▶ _WORK INSTRUCTION_: I would like every line of the records below that contains the word "halo" copied.

(GIVEN DATA begins)

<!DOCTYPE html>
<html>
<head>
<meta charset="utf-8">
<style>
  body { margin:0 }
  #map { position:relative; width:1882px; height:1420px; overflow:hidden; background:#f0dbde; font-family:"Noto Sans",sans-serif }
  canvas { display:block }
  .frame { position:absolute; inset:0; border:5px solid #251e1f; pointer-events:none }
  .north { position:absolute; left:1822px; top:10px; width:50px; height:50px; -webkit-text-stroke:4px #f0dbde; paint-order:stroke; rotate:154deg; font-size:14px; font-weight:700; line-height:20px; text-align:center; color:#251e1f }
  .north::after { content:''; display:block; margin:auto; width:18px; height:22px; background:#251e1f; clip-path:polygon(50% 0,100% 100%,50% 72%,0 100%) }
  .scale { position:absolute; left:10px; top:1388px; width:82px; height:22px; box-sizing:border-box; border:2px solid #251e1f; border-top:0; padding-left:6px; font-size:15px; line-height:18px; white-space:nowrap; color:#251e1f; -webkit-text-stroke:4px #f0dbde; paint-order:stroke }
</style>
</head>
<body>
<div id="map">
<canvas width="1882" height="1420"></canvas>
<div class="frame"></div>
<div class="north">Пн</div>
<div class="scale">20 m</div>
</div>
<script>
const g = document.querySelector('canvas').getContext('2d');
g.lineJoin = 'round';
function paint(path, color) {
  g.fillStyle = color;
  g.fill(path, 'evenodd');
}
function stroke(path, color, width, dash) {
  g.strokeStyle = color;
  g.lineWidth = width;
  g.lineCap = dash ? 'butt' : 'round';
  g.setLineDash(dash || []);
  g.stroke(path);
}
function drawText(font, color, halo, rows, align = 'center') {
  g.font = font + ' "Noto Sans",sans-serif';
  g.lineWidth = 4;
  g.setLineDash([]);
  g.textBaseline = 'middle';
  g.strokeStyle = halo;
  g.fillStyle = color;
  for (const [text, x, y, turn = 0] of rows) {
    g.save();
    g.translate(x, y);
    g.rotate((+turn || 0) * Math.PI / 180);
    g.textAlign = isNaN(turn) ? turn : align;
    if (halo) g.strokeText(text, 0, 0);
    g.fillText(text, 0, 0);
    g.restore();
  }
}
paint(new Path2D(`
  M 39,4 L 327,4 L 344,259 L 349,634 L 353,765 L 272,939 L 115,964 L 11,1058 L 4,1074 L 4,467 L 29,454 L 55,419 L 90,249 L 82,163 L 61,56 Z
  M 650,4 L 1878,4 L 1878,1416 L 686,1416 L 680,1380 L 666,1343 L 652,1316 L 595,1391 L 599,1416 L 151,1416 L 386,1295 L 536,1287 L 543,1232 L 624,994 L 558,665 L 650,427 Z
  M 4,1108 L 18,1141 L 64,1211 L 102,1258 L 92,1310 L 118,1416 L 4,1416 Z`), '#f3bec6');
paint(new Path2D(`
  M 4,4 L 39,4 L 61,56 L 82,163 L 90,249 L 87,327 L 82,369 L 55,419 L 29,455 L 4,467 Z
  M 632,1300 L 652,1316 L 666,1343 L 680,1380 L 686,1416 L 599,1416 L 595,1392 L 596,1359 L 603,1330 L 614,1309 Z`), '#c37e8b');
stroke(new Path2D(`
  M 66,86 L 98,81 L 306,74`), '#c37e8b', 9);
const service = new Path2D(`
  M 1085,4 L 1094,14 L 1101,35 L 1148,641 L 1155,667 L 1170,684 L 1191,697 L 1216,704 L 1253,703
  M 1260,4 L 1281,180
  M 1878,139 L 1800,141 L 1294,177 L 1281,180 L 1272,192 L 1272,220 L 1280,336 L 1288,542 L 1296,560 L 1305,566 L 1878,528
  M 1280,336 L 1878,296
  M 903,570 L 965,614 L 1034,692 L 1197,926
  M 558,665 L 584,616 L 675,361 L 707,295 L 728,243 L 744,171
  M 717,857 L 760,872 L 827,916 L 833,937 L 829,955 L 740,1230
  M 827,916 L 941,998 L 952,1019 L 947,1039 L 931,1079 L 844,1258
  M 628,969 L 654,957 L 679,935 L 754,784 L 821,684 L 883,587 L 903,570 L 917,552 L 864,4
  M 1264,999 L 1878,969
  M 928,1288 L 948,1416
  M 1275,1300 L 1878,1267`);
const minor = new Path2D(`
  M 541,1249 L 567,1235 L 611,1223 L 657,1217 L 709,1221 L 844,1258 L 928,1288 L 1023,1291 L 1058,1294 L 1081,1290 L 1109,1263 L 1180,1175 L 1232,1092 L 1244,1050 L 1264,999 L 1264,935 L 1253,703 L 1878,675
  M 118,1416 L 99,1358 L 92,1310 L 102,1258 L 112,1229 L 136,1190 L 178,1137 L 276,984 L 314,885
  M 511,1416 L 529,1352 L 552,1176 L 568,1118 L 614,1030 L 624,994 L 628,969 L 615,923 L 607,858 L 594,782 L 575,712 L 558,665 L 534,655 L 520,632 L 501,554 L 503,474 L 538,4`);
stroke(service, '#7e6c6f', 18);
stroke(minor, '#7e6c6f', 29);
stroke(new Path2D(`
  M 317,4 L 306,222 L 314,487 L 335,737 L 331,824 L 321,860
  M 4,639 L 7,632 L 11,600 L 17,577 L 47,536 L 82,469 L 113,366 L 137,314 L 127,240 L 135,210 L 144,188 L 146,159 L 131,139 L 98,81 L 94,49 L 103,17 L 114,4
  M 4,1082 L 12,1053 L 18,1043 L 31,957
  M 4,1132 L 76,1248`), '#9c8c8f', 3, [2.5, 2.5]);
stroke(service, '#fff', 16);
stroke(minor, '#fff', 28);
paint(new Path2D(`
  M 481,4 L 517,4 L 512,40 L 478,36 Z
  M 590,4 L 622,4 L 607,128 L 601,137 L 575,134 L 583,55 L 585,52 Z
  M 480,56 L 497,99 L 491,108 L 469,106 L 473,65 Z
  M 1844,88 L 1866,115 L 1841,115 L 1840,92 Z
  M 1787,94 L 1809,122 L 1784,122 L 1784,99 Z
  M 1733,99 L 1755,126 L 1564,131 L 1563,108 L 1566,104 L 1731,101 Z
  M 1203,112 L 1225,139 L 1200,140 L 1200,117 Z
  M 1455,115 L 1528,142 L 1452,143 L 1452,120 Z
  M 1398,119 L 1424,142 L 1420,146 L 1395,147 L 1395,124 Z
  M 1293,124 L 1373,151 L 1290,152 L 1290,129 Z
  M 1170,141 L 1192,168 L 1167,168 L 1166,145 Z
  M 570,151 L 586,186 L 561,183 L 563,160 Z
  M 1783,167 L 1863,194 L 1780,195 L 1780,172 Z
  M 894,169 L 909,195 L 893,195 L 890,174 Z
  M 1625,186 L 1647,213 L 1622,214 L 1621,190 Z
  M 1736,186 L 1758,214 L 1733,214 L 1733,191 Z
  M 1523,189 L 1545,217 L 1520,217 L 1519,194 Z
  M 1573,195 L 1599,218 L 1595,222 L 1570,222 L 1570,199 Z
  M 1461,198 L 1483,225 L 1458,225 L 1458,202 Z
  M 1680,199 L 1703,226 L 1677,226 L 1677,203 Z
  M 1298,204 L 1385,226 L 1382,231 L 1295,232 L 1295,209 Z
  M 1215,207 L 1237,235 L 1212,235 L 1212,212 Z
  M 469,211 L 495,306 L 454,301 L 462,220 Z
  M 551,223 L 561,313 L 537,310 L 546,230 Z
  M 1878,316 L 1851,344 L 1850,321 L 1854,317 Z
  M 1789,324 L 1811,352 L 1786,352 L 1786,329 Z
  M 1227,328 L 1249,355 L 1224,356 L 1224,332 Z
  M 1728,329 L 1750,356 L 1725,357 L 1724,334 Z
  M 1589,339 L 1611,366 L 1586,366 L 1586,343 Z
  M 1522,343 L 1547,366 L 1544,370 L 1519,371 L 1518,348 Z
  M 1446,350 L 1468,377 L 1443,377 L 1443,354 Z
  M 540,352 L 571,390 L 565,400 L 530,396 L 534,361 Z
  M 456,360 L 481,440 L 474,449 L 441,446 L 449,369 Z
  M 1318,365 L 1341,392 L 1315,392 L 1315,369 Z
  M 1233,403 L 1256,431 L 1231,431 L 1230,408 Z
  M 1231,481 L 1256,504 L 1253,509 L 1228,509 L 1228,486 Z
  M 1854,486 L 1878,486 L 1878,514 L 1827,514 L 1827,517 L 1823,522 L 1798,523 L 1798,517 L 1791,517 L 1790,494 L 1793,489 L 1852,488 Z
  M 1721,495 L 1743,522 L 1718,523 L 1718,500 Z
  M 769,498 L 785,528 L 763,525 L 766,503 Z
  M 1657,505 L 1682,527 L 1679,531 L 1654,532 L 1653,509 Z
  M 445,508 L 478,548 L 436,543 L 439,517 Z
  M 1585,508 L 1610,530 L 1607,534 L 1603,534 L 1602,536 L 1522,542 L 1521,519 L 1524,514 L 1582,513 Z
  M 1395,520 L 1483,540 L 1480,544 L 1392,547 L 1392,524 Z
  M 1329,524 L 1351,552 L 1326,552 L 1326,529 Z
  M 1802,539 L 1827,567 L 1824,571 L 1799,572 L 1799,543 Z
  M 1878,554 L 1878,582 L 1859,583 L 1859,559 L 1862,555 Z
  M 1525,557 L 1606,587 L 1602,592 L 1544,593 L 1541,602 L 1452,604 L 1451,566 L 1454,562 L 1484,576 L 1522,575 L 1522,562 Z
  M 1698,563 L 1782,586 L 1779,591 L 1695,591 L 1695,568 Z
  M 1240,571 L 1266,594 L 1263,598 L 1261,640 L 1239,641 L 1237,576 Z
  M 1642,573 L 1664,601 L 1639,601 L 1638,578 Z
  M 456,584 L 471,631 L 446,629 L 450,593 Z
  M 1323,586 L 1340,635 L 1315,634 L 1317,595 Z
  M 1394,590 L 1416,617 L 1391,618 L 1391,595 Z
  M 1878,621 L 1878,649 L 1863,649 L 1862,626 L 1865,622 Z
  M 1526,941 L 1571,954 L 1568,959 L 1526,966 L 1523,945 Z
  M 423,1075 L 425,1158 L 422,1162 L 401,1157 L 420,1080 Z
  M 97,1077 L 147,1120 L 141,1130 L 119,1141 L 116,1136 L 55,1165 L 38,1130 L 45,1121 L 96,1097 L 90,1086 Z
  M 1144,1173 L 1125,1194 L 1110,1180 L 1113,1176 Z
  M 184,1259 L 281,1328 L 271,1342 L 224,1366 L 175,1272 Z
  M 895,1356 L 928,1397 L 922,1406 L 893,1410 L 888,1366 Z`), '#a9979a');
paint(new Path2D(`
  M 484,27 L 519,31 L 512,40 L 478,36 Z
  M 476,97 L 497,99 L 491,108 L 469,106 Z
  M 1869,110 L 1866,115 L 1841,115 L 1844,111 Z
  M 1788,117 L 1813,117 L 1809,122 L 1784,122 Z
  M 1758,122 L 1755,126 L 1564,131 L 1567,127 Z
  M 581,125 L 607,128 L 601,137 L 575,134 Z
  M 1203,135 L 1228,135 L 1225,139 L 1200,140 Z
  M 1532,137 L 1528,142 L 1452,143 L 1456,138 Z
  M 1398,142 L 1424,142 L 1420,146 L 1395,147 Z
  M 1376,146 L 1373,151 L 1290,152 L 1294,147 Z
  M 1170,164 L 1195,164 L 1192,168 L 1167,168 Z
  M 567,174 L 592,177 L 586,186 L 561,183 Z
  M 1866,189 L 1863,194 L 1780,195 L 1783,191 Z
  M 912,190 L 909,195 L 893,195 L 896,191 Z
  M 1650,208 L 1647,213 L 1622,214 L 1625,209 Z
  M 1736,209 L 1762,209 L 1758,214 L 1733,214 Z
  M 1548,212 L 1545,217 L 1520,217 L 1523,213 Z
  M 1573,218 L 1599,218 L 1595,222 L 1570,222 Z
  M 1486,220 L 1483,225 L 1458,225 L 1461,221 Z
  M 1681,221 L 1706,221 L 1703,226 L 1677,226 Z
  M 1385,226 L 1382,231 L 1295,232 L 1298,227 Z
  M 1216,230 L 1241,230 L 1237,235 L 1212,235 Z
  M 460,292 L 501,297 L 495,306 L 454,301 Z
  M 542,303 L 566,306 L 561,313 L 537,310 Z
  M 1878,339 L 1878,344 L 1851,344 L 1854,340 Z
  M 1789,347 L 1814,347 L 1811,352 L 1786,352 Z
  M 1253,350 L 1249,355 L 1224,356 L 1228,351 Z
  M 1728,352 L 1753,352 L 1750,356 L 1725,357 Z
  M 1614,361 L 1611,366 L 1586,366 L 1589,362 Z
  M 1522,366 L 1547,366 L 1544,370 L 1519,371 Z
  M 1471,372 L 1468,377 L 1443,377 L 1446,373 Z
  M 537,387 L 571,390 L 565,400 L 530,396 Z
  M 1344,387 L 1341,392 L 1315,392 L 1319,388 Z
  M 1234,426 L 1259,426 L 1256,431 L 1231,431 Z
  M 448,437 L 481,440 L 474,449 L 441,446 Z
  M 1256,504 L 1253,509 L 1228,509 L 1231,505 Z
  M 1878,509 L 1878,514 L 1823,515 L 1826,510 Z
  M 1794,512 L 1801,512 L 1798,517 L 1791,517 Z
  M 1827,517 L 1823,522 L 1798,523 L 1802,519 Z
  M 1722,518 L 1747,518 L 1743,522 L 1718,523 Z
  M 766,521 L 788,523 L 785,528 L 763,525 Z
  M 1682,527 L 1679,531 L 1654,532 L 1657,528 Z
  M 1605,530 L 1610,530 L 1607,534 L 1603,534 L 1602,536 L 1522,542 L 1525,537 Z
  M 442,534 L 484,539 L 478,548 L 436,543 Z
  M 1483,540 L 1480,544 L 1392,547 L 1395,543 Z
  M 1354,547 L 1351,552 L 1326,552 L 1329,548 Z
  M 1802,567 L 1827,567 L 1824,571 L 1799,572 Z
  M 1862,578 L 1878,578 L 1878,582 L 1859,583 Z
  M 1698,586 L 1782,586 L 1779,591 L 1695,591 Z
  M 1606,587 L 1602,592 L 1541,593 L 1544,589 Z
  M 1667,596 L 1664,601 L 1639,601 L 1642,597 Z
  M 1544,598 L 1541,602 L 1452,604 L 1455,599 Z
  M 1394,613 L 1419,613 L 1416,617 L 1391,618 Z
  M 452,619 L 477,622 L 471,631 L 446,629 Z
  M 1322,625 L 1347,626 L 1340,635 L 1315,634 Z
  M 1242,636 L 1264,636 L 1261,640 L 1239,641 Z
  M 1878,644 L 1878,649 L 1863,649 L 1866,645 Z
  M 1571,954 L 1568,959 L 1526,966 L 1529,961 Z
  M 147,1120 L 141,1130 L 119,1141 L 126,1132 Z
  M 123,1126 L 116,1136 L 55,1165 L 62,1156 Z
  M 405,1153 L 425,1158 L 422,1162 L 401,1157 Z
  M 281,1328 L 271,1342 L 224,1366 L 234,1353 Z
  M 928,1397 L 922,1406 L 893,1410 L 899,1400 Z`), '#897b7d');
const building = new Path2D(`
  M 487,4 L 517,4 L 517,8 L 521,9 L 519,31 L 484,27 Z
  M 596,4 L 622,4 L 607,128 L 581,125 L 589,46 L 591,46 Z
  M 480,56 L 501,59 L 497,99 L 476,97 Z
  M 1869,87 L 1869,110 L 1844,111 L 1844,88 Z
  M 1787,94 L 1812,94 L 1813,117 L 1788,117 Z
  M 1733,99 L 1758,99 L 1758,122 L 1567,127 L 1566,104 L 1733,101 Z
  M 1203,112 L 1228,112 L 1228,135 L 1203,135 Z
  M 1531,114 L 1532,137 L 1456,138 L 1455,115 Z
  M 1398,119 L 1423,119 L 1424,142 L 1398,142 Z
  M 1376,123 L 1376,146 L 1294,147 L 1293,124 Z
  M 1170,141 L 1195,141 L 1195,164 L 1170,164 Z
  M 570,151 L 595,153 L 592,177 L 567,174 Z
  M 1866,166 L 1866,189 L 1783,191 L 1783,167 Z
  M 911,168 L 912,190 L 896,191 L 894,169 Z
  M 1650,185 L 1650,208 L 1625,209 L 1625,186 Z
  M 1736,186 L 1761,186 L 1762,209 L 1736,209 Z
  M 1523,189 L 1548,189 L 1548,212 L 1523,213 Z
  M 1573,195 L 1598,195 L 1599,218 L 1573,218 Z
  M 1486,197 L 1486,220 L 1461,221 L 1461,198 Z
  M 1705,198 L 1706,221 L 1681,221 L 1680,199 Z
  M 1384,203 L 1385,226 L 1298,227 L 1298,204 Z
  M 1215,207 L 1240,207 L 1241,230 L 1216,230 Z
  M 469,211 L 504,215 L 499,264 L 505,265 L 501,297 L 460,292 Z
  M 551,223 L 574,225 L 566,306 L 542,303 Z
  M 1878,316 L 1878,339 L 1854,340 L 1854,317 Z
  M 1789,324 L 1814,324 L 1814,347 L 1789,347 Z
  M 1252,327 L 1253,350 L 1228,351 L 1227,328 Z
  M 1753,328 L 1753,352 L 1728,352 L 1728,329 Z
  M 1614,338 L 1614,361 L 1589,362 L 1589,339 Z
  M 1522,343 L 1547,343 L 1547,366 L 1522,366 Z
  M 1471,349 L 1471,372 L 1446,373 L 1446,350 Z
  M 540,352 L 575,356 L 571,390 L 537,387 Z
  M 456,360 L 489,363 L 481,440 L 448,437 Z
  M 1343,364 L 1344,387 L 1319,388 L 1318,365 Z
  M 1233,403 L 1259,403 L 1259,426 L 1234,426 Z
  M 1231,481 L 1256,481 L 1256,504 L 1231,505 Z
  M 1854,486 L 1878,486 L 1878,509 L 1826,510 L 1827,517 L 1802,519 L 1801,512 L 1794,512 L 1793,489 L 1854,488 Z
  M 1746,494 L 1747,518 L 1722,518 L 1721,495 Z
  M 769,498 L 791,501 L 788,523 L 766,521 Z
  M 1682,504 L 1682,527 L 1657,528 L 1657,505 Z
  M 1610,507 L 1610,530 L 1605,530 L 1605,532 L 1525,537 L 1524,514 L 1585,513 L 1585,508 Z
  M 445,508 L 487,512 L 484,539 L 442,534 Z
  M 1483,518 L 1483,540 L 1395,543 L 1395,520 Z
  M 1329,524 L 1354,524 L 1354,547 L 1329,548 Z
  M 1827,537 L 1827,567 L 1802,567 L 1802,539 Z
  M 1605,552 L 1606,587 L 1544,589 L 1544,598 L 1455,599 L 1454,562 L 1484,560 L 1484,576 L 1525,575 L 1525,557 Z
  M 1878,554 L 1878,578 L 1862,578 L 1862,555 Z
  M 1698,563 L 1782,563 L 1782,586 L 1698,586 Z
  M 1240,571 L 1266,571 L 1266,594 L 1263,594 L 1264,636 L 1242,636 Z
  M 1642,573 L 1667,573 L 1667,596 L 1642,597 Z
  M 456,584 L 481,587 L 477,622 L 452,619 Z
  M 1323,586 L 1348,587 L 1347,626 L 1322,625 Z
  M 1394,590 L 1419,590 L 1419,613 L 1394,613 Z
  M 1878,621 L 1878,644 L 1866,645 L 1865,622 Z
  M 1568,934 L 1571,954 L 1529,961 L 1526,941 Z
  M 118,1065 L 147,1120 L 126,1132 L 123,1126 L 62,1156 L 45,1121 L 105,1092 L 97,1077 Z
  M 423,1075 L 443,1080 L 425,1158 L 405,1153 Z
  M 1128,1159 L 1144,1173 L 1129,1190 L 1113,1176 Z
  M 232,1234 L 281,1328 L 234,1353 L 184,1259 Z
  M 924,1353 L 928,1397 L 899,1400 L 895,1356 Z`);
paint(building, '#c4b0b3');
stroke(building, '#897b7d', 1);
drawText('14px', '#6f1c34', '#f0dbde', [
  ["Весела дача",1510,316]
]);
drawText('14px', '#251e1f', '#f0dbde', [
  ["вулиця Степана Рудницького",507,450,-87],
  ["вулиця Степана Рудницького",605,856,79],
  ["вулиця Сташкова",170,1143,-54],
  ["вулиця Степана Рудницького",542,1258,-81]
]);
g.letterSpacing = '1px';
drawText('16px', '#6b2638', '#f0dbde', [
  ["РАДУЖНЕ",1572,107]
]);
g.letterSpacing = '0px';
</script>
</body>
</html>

(GIVEN DATA ends)

▶ _RESPONSE TO THIS EXERCISE_:
function drawText(font, color, halo, rows, align = 'center') {
  g.strokeStyle = halo;
    if (halo) g.strokeText(text, 0, 0);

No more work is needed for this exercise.